Hispanic workers die at higher rates than other laborers, with 1 in 3 of these deaths occurring in the construction industry, a government study reported Thursday.
Hispanics tend to hold more high-risk jobs than those in other racial groups, but language and literacy barriers and poor training and supervision may also be factors, researchers said. The leading causes of death in recent years have been falls and highway-related accidents.

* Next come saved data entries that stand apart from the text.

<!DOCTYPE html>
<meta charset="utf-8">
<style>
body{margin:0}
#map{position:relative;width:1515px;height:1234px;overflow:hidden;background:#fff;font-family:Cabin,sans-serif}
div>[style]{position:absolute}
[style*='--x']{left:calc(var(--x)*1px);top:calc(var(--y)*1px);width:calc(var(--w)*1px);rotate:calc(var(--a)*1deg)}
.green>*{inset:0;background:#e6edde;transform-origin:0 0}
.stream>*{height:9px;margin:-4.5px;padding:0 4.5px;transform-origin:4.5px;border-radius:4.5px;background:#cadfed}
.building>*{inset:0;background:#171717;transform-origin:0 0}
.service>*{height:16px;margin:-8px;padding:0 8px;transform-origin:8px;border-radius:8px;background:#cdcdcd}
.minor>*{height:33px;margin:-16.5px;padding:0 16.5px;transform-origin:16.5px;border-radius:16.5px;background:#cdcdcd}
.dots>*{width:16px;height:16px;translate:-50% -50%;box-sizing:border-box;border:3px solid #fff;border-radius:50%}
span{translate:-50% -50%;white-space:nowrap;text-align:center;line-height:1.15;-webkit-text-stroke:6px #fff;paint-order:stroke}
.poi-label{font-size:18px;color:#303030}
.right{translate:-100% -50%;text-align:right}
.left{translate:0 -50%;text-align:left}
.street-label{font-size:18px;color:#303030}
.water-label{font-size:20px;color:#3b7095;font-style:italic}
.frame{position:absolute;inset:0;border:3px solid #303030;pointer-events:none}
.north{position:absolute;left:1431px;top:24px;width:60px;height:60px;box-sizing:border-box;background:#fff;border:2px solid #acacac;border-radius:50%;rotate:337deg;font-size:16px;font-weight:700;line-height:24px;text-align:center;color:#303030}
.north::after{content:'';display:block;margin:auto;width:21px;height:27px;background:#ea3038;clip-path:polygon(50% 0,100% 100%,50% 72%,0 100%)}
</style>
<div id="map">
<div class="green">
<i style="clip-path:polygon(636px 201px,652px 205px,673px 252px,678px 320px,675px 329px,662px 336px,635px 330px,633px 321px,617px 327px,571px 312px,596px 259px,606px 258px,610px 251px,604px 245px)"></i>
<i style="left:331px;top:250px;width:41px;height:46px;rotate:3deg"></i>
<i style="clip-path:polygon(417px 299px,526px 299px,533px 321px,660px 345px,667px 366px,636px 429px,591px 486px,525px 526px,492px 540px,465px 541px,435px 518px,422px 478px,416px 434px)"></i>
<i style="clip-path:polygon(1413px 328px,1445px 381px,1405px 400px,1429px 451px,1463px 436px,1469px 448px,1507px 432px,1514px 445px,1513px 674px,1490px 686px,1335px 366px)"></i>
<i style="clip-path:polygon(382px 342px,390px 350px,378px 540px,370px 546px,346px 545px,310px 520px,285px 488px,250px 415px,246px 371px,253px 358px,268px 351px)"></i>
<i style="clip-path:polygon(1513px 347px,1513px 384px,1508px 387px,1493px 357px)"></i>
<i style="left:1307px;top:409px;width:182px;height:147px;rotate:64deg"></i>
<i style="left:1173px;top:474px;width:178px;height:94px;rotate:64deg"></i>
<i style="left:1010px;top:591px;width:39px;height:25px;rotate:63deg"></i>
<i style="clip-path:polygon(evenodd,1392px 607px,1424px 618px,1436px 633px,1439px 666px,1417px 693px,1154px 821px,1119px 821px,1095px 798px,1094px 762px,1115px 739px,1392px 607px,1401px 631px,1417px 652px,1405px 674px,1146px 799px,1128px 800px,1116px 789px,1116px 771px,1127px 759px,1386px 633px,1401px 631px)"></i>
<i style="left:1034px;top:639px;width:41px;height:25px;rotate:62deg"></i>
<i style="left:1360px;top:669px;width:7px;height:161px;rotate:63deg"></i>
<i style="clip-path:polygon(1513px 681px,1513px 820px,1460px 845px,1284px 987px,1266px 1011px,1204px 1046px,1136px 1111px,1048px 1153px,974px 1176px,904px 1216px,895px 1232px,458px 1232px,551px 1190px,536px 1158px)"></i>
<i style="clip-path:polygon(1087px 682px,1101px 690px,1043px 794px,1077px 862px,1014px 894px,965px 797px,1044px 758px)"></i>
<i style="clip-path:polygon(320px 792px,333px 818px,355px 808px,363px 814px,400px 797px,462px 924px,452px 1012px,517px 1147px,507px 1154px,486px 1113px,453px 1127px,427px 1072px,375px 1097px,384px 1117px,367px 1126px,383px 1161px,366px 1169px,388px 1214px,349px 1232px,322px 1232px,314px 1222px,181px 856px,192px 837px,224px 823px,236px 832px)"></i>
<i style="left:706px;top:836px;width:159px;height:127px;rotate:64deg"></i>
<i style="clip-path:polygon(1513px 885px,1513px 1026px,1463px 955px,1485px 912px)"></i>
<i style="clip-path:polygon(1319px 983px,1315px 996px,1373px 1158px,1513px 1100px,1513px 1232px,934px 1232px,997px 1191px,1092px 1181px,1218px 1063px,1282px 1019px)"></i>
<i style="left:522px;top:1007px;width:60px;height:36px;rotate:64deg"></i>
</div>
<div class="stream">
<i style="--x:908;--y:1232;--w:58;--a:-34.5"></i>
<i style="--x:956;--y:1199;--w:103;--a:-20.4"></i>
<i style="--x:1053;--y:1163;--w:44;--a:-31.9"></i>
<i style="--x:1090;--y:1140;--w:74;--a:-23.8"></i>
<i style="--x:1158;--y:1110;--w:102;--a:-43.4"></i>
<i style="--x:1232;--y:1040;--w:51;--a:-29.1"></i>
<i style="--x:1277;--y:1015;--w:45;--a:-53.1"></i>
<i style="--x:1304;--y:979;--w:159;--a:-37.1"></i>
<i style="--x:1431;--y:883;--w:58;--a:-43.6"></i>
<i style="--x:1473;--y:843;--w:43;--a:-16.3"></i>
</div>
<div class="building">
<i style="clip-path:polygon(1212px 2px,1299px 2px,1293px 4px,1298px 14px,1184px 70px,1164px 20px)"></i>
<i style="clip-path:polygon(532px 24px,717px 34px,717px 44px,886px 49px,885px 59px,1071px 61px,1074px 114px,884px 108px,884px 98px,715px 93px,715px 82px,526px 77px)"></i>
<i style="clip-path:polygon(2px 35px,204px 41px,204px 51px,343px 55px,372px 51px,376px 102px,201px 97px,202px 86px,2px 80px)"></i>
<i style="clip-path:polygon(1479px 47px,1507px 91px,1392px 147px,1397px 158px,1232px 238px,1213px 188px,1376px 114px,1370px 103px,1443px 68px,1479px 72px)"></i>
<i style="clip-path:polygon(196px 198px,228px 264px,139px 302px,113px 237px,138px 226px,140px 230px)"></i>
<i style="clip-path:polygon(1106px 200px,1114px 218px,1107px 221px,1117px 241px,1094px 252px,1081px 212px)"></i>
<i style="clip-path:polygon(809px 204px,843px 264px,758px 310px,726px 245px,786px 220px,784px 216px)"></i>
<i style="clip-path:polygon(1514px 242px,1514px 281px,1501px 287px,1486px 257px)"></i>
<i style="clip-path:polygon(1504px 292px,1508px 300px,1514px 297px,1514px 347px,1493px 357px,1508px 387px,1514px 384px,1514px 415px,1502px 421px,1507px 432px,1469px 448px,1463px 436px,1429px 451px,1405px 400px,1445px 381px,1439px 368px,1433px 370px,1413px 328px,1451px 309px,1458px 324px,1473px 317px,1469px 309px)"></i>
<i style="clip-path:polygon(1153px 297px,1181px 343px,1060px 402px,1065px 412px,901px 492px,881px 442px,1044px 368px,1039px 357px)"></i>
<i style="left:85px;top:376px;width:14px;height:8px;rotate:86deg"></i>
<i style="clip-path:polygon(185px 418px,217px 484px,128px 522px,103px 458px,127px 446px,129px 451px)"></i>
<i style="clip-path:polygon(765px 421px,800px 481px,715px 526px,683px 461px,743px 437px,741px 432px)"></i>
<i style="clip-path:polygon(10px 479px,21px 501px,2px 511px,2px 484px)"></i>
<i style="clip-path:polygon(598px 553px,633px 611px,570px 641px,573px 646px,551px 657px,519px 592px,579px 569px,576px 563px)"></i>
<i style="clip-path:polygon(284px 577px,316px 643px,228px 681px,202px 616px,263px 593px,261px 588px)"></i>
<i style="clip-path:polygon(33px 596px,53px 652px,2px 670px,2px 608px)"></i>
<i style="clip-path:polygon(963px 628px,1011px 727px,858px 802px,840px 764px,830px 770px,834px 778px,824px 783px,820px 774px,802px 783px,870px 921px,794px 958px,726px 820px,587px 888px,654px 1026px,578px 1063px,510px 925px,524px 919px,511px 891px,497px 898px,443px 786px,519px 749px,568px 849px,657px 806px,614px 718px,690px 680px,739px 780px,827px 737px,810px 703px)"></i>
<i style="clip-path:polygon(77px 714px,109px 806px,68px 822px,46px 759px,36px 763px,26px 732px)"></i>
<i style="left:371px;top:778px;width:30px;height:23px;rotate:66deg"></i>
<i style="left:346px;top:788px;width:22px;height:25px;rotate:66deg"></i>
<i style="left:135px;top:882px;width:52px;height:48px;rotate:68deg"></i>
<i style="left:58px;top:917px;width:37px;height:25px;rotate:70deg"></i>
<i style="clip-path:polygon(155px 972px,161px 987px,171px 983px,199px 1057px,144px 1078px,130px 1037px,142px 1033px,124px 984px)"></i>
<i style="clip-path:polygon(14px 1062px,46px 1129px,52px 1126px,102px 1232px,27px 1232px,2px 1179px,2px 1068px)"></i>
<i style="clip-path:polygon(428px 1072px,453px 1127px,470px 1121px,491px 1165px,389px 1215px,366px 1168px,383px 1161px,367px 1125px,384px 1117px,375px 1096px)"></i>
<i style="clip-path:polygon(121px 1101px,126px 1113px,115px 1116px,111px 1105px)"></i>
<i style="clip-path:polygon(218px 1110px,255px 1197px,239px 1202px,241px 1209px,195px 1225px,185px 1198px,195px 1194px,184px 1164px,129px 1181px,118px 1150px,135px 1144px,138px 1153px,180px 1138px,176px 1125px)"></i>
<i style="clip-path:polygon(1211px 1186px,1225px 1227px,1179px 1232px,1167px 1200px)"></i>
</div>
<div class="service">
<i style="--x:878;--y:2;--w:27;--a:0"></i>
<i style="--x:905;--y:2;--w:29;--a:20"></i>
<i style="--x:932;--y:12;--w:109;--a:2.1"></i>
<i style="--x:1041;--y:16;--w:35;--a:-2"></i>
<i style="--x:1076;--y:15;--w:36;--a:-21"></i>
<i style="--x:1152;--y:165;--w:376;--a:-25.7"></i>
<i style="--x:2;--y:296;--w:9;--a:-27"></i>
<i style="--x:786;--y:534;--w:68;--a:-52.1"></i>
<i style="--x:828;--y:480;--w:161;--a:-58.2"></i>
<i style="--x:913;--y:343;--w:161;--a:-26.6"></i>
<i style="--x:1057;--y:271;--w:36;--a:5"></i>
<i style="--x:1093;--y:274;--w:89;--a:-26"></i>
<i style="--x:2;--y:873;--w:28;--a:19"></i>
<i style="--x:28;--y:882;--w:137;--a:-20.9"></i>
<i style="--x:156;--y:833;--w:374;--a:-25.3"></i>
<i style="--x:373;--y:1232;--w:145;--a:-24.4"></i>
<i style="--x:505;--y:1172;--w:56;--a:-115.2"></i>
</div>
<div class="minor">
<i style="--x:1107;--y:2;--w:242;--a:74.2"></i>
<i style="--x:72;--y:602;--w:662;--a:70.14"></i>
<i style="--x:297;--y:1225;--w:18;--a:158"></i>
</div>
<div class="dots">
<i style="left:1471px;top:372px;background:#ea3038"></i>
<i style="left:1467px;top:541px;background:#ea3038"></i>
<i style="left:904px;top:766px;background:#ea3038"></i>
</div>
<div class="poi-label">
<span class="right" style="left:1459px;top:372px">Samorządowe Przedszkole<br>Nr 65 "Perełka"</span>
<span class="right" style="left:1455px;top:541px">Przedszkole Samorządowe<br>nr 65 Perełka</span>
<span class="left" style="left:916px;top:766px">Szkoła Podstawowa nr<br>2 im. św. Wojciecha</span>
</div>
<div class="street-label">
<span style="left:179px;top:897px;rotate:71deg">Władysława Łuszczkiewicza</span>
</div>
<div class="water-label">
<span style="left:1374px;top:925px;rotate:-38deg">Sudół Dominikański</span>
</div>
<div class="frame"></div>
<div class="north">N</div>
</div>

The study was done by health researchers in Massachusetts, Michigan and New Jersey and at the Centers for Disease Control and Prevention. It’s being published this week in the CDC’s Morbidity and Mortality Weekly Report.
The study counted more than 11,000 Hispanic work-related deaths nationwide from 1992-2006. The data were culled from death certificates, police reports, workers’ compensation reports and other sources.
The researchers calculated an annual death rate of 5 per 100,000 Hispanic workers in 2006. But the rate for foreign-born Hispanics, roughly 6 per 100,000, was far higher than the 3.5 for those born in the United States.
The rate for non-Hispanic white workers was 4. For blacks, it was 3.7.
From 1992-96, murder on the job was the most common cause of death among Hispanic workers, with crimes like convenience store robberies contributing heavily to that tally.
Then highway accidents became the leading type of work-related fatality. Falls also have become common, and were the leading cause of death in 2000 and 2006.
An analysis of the most recent deaths, from 2003-06, found that 2 of every 3 Hispanic workers who died on the job were foreign-born. That’s up from 1992, when immigrants accounted for about half of Hispanic work-related deaths.
In recent years, about 70 percent of the foreign-born fatalities were from Mexico.